EXERCISE DIRECTIONS
Every line containing "stream" should be identified and copied from the data below.

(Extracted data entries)
——————————
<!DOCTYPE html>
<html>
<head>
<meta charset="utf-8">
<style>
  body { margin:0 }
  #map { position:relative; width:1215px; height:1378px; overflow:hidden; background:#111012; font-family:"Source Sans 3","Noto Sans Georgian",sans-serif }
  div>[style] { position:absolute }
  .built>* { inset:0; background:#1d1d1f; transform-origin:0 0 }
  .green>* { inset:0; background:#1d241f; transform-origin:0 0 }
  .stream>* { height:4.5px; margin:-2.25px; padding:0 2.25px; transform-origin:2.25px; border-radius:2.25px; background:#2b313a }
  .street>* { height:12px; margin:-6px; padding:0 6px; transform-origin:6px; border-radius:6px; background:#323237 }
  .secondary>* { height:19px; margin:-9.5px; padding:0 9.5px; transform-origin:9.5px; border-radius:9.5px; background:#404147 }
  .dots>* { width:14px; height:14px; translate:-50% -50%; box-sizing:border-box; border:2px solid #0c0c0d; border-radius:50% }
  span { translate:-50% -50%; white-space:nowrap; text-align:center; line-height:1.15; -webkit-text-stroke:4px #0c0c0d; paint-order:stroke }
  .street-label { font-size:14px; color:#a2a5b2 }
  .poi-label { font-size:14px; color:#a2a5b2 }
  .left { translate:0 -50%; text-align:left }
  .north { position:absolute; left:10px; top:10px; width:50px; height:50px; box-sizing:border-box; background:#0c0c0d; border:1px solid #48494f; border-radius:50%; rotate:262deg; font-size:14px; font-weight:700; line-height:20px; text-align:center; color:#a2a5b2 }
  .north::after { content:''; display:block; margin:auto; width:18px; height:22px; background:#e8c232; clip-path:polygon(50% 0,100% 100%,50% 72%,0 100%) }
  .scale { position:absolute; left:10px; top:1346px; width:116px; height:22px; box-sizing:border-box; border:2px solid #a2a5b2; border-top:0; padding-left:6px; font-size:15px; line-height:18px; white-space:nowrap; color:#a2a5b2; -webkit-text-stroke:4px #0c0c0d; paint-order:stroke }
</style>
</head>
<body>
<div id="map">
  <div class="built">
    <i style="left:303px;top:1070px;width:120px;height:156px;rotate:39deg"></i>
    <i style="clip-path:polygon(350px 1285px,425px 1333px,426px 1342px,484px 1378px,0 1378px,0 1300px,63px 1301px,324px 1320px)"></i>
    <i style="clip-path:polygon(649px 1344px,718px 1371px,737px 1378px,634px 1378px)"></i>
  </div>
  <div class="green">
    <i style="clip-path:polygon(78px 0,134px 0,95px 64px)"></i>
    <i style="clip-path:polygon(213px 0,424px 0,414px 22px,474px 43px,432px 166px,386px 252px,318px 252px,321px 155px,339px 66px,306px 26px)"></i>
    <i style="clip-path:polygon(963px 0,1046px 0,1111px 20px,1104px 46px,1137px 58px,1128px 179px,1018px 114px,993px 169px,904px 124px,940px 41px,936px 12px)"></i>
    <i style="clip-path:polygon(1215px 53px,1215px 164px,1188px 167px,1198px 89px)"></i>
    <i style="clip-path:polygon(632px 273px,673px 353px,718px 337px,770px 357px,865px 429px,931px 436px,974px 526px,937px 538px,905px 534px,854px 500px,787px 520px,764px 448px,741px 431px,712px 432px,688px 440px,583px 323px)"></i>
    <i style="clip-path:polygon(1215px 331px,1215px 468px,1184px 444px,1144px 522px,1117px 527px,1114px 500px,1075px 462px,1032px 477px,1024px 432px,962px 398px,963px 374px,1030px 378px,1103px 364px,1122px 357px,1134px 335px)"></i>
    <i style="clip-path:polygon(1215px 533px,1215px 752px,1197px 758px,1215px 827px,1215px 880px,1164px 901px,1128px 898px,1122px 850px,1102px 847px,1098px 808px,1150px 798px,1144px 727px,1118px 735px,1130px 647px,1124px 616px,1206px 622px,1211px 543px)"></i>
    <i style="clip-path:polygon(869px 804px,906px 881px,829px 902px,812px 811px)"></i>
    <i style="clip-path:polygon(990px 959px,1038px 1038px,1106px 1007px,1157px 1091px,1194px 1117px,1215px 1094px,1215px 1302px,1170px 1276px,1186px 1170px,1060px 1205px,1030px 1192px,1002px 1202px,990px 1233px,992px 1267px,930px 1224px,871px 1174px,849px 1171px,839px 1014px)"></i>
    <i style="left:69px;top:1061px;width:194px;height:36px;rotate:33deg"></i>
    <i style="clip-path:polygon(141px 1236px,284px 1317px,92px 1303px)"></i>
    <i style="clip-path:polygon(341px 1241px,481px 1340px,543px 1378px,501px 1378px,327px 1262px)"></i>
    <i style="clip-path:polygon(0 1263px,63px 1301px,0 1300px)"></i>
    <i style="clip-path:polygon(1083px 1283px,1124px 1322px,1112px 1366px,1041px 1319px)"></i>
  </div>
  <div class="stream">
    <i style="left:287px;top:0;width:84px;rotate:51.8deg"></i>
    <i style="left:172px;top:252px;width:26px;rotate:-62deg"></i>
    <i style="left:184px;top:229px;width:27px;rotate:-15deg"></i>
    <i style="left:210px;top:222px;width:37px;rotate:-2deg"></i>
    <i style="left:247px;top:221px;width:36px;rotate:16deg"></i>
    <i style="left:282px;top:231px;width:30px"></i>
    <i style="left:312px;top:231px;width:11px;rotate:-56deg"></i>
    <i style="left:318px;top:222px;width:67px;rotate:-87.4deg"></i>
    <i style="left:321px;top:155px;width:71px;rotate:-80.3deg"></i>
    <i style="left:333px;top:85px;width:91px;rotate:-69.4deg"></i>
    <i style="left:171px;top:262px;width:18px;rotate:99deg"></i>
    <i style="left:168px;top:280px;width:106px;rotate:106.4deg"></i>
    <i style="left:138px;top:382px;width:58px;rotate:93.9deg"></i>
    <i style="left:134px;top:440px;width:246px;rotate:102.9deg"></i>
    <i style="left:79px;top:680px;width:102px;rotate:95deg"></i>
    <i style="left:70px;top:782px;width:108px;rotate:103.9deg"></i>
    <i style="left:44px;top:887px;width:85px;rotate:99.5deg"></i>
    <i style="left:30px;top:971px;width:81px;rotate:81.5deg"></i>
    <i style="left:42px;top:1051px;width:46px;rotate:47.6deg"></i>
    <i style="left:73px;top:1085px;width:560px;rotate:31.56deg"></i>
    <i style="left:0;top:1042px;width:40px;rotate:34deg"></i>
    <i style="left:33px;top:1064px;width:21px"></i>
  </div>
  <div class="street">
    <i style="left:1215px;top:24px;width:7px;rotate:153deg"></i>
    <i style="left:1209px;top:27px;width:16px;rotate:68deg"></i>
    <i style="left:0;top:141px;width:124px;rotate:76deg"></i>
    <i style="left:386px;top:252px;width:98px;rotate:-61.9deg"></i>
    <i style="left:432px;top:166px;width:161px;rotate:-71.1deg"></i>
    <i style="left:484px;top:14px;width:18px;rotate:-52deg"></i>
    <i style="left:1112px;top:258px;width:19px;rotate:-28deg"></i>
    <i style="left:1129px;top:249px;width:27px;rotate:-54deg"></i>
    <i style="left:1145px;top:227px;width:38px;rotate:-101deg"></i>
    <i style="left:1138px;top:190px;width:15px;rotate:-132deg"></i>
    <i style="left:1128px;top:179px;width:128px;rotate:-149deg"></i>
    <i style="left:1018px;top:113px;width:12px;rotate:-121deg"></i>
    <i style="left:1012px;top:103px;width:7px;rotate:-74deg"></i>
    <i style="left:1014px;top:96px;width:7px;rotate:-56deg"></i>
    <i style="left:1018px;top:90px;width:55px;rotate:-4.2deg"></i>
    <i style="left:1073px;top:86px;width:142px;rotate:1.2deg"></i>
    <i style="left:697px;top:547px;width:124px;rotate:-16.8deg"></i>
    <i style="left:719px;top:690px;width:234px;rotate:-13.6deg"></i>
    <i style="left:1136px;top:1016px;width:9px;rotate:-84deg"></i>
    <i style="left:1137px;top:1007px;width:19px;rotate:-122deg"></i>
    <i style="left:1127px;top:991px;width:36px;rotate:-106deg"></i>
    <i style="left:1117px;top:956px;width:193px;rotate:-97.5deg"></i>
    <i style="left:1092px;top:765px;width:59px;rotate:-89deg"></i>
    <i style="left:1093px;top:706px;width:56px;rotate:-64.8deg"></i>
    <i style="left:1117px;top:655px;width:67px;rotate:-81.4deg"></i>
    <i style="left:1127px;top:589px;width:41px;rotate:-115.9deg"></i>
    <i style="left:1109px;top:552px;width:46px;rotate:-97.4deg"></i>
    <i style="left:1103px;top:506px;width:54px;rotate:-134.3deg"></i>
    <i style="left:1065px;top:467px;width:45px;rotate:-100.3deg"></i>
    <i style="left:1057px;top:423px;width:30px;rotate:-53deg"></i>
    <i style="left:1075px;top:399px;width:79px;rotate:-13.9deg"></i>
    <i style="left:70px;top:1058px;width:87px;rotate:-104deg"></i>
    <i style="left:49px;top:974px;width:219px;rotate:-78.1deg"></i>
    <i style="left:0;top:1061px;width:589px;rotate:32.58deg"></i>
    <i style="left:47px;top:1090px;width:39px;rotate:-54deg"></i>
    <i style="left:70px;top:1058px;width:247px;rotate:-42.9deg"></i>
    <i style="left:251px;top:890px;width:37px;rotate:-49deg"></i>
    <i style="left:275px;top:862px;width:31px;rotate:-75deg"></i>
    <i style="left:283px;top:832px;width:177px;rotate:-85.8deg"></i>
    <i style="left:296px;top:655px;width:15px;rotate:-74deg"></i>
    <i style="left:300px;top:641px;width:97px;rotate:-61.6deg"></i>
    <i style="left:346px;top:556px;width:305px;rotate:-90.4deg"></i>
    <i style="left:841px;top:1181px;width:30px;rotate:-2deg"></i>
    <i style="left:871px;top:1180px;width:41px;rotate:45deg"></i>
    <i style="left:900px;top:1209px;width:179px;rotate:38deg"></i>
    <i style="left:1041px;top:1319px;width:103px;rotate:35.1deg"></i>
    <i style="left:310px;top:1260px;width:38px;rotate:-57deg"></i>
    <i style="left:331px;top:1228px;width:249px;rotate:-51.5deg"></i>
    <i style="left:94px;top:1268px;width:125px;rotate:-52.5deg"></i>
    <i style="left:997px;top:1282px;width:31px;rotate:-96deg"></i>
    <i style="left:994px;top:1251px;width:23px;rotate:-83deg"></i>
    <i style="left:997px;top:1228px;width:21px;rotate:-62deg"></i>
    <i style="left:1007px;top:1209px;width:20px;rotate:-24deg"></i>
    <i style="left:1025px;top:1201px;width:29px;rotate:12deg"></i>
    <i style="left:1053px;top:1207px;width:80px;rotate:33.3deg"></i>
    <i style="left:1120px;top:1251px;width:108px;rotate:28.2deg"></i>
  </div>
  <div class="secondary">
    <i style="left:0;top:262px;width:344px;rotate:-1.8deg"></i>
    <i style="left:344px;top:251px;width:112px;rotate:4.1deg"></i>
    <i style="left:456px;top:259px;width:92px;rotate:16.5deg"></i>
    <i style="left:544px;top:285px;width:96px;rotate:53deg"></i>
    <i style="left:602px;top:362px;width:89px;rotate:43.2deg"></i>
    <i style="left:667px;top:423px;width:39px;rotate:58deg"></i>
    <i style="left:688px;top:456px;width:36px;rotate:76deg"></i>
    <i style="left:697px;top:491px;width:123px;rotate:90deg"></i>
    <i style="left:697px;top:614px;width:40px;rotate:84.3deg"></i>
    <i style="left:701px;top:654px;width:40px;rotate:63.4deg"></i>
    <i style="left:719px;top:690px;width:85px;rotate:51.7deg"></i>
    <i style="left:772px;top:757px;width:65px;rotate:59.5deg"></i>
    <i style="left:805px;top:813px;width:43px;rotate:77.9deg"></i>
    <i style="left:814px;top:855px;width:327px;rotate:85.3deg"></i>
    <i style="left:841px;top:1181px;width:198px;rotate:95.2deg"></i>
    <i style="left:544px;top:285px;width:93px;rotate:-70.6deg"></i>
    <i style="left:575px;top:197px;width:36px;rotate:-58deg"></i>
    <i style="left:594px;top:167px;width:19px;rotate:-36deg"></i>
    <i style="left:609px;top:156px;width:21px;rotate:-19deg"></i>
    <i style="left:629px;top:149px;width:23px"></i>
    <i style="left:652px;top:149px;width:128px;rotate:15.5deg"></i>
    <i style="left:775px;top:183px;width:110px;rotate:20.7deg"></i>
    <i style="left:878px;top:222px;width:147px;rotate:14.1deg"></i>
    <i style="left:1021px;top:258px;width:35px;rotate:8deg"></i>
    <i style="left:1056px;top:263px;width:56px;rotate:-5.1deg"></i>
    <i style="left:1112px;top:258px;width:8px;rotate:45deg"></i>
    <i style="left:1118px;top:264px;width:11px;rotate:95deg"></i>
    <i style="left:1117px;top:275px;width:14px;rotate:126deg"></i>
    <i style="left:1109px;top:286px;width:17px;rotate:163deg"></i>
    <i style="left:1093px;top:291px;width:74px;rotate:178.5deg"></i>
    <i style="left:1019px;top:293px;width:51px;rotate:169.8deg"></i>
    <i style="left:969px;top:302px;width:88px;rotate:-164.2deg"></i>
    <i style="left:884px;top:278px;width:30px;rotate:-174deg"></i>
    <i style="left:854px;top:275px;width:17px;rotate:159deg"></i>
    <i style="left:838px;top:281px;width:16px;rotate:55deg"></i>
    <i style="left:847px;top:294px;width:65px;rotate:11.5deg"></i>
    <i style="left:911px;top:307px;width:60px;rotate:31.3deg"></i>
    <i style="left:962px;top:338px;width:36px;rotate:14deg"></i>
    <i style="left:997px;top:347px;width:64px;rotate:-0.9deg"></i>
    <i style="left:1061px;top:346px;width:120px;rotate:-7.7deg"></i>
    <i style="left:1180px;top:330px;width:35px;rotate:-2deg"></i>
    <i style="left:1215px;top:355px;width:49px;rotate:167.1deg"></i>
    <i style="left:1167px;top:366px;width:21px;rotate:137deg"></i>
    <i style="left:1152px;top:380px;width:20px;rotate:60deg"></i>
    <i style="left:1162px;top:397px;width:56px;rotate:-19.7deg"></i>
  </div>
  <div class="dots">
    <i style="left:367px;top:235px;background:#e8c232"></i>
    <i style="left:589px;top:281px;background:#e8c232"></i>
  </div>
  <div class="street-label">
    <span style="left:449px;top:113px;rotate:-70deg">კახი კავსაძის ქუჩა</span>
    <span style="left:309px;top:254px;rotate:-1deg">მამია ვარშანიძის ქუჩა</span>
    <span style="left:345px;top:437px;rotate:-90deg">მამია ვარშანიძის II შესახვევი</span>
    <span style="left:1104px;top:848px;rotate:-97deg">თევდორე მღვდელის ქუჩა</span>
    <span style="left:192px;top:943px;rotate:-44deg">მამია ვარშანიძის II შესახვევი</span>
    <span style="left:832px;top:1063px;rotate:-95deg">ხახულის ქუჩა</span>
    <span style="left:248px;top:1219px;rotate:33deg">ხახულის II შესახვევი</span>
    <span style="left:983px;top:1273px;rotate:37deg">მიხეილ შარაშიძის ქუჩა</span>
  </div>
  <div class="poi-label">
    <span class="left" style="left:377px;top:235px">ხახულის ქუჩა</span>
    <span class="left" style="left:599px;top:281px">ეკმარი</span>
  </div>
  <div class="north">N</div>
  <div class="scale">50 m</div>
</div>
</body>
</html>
——————————
REPLY TO THE EXERCISE
  .stream>* { height:4.5px; margin:-2.25px; padding:0 2.25px; transform-origin:2.25px; border-radius:2.25px; background:#2b313a }
  <div class="stream">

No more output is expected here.